Problem requirements:
Looking through the data below, work out how many lines have the word "turn". Reply with that number only.

Stored data entries
============

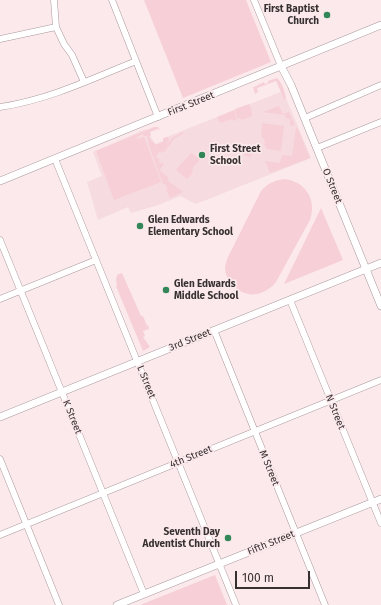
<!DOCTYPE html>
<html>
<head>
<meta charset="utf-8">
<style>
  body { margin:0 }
  #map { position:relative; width:381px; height:605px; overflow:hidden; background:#fbe9ec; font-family:"Fira Sans",sans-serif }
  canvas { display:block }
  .scale { position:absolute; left:235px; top:571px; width:75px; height:18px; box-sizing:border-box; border:2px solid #373031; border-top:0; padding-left:5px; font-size:12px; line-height:14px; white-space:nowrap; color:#373031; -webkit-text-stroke:3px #fbe9ec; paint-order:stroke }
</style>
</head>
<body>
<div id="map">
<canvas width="381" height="605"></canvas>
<div class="scale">100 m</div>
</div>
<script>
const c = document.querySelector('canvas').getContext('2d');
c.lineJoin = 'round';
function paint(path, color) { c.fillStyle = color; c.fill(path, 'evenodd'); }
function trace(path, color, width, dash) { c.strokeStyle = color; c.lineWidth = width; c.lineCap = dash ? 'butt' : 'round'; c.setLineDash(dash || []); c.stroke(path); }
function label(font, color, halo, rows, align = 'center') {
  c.font = font + ' "Fira Sans",sans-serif'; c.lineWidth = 3.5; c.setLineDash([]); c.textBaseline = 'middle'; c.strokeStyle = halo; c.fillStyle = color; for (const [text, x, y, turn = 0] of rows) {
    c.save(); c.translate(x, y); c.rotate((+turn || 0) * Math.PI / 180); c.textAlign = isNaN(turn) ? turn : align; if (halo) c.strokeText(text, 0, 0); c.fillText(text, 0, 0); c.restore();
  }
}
paint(new Path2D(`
  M283 91 311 158 196 204 180 196 161 204 131 213 128 207 98 220 87 182 102 176 93 152 146 129 155 144 163 141 164 138Z`), '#f6dbe0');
paint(new Path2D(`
  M144 0H246L271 62 183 98Z
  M277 78C282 82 285 92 286 99H284L276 81 257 88 258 92 255 94 253 87H254L264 82 265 84 268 83V81Z
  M249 104 251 108 252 116 242 120 240 118 237 119 235 109Z
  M279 106 283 114 289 112 295 126 290 125V119L285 118V115L263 112Z
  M234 110 235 112 236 120 234 121 232 119 220 123 217 117Z
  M262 123 284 126 281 151 267 149 264 144 265 143 264 139 261 136Z
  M154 127H158L160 130 158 129 150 132 151 135 149 137 152 142H154L156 145 163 142V138L168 137 169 140 167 143H168L173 137 183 132V134L175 138 164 152 162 151 161 153 159 152 156 157 160 160 158 162 161 164 162 162 164 164 159 170 169 178 167 180 183 192 170 198 166 190 168 189 165 184H163L148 143 149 142 147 136H144L143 134 137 137V139L144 137 161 182 114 200 96 151Z
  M297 127 310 158 270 173 265 161 280 163 282 155 292 156 296 128Z
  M243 145H252L251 157 246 156 241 151 235 149Z
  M191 153 199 158V161L193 167 192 174 187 179 176 170Z
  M285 179C306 182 317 200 310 220L276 282C271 288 265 292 257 294 242 297 225 283 225 267 226 263 227 258 229 255L261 191C268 183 275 180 285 179Z
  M321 208 343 260 284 284Z
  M122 273 141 316H143L147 326 148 325 149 329 143 331 145 336 143 337 150 347 143 351 116 286 117 285 116 280 117 275Z
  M215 575 227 605H140Z`), '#f7cfd6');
const minor = new Path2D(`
  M54 0 56 27 64 44 72 55 84 82
  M112 0 158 117
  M254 0 281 66
  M0 39 56 27
  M0 107C48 100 92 79 136 61
  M305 118 381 85
  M317 148 381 122
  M55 159 236 605
  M0 240 144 594
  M0 299 96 260
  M290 300 381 523
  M214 330 325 605
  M0 459 59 605
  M0 535 381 380`);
const tertiary = new Path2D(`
  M281 66 291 85 381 306
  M0 181 381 25
  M0 417 381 263
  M117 605 381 499`);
trace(minor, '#a9989b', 7);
trace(tertiary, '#a9989b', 8);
trace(minor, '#fff', 6);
trace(tertiary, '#fff', 7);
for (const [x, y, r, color] of [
  [327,15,4,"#328658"],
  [202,155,4,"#328658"],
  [140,226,4,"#328658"],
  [166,290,4,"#328658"],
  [228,538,4,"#328658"]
]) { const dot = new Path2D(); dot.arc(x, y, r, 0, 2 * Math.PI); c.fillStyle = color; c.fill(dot); trace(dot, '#fbe9ec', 1.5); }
label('bold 10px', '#373031', '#fbe9ec', [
  ["First Baptist",319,9,"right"],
  ["Church",319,21,"right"],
  ["First Street",210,149],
  ["School",210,161],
  ["Glen Edwards",148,220],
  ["Elementary School",148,232],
  ["Glen Edwards",174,284],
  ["Middle School",174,296],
  ["Seventh Day",220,532,"right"],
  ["Adventist Church",220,544,"right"]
], 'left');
label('10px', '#373031', '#fbe9ec', [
  ["First Street",191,104,-22],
  ["O Street",332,186,68],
  ["3rd Street",190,340,-22],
  ["L Street",146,382,68],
  ["N Street",335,412,68],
  ["K Street",72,417,68],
  ["4th Street",191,457,-22],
  ["M Street",269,468,68],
  ["Fifth Street",271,543,-22]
]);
</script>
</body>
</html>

============

Answer box:
2